TASK DESCRIPTION: Whenever a line in the records below contains "center", pick it out.

*** RECORDS FOR THE TASK ***

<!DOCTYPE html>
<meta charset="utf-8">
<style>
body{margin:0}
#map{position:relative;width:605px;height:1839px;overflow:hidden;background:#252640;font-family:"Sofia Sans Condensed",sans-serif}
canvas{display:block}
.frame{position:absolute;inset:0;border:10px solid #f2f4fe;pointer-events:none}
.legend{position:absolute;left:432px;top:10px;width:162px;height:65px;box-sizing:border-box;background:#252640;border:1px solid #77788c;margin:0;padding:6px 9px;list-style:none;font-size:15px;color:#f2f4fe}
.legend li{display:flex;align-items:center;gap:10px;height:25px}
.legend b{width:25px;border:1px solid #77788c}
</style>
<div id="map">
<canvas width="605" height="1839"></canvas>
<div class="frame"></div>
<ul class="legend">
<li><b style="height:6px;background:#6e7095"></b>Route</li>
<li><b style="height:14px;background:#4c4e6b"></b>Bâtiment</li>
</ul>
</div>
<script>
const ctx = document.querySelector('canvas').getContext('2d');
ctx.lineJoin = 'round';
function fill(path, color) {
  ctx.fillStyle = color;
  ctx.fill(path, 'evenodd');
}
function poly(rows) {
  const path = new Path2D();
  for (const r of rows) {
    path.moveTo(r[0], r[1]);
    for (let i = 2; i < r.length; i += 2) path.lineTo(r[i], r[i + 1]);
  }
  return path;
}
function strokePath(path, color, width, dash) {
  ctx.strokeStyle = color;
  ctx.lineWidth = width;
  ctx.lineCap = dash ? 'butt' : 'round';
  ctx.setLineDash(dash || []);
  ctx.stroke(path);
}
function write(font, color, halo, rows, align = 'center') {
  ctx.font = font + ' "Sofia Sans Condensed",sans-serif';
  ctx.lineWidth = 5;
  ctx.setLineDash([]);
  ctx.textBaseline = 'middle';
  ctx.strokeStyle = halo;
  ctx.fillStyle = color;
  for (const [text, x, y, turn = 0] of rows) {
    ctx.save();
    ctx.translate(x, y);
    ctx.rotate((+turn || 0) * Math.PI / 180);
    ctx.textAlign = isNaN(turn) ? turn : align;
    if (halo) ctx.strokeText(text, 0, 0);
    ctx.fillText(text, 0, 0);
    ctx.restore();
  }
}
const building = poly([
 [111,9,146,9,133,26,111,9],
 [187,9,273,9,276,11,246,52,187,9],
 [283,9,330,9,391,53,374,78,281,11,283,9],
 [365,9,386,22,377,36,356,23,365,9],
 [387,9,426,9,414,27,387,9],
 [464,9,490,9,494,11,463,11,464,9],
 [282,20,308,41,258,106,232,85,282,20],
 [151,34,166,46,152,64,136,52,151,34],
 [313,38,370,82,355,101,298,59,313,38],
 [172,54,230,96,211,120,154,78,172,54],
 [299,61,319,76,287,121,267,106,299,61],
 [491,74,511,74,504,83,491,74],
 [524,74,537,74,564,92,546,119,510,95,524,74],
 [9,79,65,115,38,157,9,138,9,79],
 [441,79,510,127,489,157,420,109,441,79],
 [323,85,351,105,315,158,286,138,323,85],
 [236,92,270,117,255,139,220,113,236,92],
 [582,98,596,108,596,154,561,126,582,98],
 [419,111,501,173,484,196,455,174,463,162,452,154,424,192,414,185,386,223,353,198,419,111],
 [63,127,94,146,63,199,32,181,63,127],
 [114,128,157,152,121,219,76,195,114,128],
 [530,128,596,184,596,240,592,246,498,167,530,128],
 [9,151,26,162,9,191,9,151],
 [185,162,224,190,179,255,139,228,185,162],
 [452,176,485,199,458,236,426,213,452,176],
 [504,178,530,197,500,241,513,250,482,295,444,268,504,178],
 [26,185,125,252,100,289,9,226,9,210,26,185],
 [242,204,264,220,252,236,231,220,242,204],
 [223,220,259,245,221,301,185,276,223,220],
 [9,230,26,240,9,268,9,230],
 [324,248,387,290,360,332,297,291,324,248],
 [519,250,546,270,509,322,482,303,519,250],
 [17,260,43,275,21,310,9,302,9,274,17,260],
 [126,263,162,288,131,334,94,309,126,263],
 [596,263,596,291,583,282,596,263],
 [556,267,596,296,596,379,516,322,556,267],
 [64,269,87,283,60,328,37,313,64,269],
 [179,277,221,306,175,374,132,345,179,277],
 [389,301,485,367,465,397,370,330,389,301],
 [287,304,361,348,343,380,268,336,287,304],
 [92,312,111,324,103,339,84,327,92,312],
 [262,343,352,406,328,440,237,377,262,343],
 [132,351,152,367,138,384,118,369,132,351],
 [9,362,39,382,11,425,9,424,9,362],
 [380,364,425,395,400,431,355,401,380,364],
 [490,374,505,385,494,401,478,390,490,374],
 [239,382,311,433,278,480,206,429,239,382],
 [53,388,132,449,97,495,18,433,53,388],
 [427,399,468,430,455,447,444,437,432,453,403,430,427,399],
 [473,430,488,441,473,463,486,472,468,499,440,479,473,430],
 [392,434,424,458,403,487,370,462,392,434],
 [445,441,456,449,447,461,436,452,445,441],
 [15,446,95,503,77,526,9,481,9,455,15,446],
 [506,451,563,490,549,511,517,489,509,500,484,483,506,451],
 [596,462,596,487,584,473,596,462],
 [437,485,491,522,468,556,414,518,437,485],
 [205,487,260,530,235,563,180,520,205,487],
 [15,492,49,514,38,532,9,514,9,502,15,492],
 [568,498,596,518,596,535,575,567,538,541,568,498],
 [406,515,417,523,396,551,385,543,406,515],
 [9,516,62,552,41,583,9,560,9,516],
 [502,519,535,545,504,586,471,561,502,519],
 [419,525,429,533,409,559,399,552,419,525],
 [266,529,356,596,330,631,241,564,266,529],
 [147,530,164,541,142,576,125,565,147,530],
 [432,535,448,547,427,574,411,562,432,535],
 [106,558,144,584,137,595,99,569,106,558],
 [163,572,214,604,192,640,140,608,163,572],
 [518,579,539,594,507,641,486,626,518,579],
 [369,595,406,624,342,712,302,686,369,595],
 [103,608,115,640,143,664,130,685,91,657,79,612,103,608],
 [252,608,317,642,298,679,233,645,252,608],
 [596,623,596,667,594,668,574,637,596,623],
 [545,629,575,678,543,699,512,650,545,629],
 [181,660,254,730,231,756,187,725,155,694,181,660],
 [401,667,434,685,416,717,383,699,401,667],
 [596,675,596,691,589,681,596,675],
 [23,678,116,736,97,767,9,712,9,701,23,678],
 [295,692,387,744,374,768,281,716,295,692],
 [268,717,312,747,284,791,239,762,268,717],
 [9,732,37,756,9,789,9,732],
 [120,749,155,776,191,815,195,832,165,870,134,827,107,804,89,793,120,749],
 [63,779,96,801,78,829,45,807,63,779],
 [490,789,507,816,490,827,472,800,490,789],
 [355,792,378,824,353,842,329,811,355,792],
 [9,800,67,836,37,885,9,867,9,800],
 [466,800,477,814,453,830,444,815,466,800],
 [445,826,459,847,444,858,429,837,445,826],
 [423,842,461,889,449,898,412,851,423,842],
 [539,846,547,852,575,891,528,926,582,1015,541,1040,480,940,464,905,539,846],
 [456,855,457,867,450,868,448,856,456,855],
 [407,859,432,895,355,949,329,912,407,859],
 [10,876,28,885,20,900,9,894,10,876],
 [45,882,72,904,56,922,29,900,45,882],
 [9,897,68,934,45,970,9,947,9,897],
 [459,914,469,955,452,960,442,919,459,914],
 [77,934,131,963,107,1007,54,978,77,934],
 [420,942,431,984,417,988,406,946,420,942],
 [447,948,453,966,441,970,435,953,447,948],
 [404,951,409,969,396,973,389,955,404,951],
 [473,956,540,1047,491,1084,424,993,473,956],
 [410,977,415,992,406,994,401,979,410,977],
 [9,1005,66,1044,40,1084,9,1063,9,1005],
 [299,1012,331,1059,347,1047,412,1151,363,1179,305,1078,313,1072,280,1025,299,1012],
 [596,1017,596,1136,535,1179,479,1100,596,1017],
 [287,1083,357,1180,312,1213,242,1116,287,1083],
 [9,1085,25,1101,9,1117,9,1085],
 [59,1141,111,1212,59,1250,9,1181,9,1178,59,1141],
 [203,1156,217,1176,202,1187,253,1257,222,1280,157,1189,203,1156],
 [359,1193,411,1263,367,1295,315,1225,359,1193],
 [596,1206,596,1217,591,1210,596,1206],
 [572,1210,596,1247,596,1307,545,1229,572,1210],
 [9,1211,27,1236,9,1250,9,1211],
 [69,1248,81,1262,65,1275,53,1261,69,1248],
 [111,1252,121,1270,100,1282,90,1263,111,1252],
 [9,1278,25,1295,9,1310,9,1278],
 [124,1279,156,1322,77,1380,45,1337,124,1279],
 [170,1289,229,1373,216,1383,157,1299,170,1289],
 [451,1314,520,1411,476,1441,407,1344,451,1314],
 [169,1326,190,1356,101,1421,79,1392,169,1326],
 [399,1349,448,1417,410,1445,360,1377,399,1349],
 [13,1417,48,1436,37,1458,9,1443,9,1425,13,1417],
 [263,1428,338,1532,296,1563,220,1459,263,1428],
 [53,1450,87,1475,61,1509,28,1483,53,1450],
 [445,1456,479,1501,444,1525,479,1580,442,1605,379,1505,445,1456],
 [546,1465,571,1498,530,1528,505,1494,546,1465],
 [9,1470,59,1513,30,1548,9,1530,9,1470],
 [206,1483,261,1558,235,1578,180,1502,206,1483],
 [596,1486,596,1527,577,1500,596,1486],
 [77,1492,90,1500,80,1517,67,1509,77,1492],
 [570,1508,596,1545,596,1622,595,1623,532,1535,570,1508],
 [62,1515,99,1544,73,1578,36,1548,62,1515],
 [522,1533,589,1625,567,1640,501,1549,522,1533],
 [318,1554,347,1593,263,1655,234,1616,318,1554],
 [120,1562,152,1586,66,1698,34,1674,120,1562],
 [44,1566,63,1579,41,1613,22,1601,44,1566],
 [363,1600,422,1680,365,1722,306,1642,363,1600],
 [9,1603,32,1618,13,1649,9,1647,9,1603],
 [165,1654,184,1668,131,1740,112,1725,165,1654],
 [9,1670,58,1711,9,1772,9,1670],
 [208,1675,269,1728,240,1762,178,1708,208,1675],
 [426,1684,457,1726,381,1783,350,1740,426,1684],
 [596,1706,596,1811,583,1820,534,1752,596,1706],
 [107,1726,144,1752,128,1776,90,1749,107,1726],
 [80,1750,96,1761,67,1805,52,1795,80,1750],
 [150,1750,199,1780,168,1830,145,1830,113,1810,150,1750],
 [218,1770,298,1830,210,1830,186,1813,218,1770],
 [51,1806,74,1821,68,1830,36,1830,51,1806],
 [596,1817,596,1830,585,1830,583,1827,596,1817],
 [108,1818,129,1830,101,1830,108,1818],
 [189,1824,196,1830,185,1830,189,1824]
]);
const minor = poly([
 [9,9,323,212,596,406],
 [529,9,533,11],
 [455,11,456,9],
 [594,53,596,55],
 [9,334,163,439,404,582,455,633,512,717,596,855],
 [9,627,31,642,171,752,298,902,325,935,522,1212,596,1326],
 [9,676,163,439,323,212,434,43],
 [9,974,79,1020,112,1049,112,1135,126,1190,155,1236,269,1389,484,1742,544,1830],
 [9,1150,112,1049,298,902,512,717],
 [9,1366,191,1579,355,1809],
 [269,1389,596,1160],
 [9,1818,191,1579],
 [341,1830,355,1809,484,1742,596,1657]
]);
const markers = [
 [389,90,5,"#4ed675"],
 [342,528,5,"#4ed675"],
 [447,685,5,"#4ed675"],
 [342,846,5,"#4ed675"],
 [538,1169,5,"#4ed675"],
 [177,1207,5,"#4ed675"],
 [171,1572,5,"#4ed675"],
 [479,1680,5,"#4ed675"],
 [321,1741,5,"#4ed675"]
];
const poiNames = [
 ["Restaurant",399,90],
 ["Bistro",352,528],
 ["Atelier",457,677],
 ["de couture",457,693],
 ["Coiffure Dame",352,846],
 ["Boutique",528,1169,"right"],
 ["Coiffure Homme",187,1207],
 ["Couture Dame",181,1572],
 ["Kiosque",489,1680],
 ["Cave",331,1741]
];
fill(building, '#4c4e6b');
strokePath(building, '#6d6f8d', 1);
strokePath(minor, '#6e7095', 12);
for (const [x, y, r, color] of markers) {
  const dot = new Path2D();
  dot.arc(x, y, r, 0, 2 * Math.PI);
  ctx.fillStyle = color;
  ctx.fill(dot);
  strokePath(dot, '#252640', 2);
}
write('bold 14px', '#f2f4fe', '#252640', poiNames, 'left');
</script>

***

EXERCISE ANSWER:
.legend li{display:flex;align-items:center;gap:10px;height:25px}
function write(font, color, halo, rows, align = 'center') {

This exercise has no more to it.